The Women’s Budget Group are calling for: 


Measures to support the most vulnerable:

  • the abolition of the benefits cap and the two-child limit.
  • the conversion of Universal Credit advances into non-repayable grants.
  • increases in ESA, Jobseekers’ Allowance and Statutory Sick Pay.
  • an increase in Child Benefit to £50.
  • and an end to the ‘No recourse to public funds’ condition, which excludes many migrant women from support. 

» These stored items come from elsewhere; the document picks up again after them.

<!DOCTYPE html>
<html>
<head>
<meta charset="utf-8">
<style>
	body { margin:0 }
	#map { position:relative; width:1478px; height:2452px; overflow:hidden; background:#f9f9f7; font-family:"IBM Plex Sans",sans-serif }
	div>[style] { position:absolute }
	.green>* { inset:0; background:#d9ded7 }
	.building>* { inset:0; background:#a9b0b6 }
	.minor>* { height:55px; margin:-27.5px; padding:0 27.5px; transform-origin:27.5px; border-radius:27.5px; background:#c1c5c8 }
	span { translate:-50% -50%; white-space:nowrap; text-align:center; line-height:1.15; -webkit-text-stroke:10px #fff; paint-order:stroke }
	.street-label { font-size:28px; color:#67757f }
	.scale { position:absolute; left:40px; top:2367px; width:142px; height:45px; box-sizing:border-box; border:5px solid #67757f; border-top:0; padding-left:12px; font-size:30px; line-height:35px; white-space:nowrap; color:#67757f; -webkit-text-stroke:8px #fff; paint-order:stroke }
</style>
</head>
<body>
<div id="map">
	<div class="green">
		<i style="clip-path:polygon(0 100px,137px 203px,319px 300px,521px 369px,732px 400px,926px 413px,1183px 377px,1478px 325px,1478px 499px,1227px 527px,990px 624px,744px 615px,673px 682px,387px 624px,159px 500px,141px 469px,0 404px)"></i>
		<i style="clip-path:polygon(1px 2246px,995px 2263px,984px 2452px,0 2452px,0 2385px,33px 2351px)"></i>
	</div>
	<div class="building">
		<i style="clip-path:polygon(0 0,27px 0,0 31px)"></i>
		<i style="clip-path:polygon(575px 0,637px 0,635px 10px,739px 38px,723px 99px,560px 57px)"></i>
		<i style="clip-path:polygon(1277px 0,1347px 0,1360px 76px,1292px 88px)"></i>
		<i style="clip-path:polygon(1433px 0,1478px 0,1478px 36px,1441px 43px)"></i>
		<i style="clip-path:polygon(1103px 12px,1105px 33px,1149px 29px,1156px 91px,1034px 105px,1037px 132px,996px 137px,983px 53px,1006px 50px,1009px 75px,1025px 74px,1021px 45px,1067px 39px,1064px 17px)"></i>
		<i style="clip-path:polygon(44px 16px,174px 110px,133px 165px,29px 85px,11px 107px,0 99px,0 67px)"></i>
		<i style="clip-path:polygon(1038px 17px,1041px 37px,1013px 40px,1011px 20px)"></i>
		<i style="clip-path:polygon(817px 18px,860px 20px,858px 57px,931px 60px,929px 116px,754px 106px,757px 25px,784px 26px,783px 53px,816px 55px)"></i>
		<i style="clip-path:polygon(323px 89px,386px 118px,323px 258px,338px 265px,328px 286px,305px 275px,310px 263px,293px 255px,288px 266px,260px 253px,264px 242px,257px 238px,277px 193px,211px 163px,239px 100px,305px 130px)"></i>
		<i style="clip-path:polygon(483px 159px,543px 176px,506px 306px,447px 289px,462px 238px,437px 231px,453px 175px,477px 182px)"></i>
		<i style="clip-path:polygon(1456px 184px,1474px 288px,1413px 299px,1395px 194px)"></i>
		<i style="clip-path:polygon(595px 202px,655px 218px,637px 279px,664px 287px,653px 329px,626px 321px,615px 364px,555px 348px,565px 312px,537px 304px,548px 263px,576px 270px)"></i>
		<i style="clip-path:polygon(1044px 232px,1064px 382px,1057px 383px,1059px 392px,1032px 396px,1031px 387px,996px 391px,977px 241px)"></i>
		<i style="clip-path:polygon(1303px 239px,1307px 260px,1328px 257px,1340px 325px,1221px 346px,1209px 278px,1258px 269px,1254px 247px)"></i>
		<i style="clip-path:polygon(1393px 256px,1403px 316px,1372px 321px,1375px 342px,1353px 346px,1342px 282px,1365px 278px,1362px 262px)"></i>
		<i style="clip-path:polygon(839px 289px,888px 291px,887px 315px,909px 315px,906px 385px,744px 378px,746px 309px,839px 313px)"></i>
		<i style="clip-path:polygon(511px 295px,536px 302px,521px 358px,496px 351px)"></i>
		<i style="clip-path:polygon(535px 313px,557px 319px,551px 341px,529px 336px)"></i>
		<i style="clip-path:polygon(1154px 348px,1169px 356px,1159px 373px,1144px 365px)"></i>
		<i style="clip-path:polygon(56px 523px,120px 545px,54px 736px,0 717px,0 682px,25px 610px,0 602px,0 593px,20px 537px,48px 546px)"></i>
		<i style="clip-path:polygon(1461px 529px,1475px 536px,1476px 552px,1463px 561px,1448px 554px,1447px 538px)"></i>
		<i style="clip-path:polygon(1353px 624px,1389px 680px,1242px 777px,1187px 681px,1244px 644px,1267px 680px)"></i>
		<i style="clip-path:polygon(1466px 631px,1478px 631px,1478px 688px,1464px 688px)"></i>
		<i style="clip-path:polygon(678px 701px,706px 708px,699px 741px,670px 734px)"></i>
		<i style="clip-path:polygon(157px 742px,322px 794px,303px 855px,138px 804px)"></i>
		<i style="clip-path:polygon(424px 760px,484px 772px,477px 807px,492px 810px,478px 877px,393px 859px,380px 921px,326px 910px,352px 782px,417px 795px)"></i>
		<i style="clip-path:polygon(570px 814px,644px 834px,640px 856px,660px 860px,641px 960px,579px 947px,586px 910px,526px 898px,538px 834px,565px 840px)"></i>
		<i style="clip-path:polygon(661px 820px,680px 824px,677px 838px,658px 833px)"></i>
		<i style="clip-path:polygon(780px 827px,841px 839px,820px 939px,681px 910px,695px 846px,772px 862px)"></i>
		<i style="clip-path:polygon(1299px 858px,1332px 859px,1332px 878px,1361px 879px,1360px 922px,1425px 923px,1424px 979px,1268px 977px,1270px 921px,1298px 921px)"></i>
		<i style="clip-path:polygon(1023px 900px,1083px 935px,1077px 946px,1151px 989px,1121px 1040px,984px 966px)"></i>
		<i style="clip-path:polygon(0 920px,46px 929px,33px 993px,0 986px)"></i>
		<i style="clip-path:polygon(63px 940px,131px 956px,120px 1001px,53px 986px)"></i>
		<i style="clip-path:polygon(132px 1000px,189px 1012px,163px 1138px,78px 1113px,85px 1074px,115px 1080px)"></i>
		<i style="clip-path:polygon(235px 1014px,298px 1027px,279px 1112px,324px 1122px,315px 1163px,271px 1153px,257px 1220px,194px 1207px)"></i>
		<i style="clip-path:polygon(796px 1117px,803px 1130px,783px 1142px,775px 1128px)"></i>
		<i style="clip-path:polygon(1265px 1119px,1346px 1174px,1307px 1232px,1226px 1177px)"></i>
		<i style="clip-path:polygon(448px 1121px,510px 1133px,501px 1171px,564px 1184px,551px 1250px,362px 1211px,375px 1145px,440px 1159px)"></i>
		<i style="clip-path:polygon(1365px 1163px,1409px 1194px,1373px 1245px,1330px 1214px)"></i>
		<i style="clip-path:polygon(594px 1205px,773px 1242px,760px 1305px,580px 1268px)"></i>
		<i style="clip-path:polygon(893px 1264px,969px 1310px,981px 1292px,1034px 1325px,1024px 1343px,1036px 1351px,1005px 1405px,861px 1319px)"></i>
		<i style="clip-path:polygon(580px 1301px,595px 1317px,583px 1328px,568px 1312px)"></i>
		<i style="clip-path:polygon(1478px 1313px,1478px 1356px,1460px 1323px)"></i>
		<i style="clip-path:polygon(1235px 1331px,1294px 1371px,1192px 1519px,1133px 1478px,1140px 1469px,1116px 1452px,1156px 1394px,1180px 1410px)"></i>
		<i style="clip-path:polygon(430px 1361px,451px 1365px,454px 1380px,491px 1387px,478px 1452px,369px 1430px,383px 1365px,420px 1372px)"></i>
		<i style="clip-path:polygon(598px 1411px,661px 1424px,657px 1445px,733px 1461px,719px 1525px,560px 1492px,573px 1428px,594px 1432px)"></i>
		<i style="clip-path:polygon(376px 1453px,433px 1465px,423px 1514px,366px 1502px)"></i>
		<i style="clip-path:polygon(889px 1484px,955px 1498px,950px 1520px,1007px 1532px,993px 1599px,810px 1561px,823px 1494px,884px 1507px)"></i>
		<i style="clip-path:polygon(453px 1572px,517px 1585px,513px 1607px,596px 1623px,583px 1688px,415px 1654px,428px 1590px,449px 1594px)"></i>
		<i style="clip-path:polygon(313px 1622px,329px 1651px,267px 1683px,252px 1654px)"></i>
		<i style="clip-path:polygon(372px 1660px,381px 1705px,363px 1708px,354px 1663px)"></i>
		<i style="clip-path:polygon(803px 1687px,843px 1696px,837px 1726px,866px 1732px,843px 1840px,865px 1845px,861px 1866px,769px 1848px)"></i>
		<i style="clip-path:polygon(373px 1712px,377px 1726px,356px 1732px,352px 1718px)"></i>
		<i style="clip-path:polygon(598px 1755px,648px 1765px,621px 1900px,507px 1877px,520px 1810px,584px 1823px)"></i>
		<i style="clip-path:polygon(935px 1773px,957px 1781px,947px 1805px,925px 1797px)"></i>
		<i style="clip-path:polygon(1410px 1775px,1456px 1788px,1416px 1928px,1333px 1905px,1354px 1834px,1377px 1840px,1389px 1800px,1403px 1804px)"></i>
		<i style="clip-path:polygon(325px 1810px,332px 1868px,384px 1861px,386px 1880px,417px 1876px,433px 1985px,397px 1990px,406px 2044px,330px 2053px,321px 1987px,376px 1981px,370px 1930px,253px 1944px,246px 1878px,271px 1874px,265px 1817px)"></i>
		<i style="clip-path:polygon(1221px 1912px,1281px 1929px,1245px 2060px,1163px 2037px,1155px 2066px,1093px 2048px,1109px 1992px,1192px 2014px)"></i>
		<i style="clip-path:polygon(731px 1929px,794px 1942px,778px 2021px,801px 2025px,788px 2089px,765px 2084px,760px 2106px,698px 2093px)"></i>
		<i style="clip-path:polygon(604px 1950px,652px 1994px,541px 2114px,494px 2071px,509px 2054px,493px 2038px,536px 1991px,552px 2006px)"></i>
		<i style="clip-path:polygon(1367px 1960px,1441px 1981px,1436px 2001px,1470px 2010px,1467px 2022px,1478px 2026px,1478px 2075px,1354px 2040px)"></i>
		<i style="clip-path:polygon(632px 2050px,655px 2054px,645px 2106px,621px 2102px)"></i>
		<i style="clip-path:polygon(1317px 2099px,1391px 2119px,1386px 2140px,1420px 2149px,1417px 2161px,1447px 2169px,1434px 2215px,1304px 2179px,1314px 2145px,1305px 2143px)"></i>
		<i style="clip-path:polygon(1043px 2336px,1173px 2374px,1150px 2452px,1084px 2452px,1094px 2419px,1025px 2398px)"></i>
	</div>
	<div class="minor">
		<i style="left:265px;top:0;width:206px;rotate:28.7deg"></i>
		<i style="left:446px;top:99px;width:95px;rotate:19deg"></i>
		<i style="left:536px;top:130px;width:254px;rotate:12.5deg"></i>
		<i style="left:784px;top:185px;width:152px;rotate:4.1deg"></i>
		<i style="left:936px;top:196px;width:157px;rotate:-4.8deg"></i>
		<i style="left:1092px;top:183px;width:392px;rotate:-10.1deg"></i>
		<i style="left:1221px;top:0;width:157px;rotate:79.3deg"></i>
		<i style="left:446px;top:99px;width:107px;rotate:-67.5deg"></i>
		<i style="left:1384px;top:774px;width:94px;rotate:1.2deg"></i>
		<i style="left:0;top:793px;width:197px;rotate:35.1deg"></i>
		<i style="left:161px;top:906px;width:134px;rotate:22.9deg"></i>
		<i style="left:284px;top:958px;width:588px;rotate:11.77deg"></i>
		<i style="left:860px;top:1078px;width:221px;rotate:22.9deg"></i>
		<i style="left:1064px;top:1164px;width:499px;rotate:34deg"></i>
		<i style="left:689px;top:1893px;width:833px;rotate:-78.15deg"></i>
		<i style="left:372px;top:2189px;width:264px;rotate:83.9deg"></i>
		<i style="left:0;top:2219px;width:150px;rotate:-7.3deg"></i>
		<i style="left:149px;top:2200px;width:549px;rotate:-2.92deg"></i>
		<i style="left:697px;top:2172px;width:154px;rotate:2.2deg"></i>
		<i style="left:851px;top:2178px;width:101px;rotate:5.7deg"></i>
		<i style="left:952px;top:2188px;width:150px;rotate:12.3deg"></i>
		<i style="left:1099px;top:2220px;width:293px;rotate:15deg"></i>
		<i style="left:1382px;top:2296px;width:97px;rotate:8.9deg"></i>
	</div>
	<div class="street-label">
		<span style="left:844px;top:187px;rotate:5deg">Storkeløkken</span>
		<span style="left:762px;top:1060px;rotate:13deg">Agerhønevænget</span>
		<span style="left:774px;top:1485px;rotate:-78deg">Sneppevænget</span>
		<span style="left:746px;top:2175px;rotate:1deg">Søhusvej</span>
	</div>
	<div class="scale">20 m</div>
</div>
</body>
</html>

To put the foundations of the economy on a stable footing:

  • Invest in social infrastructure, working towards free universal childcare, available from when children are 6 months old.
  • And working towards a free universal quality social care system.
  • Return funding for other public sectors to pre-2010 levels in real terms

To reduce energy consumption and costs in the medium term, to stimulate the economy, and to address the dual energy and climate crises, we also need to see:

  • Government investment in retrofitting of homes and non-domestic buildings beginning now, including financing insulation efforts and greening of home heating systems (such as heat pump installation), with specific support to social and private renters.
  • Targeted support to incentivise reduced consumption including variable tariffs with a subsidies basic allowance and higher rates per additional unit. 
  • Public ownership of the energy sector for a Green and Caring Economy, including through a state-owned renewable energy company that would set attractive tariffs for consumers and invest in renewable energy, following the example of most other European countries. 
  • Reform wholesale energy market pricing, to decouple price of electricity from the gas price (the highest unit cost of production at the moment) and so encourage consumers to move to renewable energy suppliers.
  • Remove the tax reliefs and allowances that oil and gas companies like Shell and BP are allowed to claim. The additional tax revenue to be used to lower prices in the short term and support investment in renewables and insulation.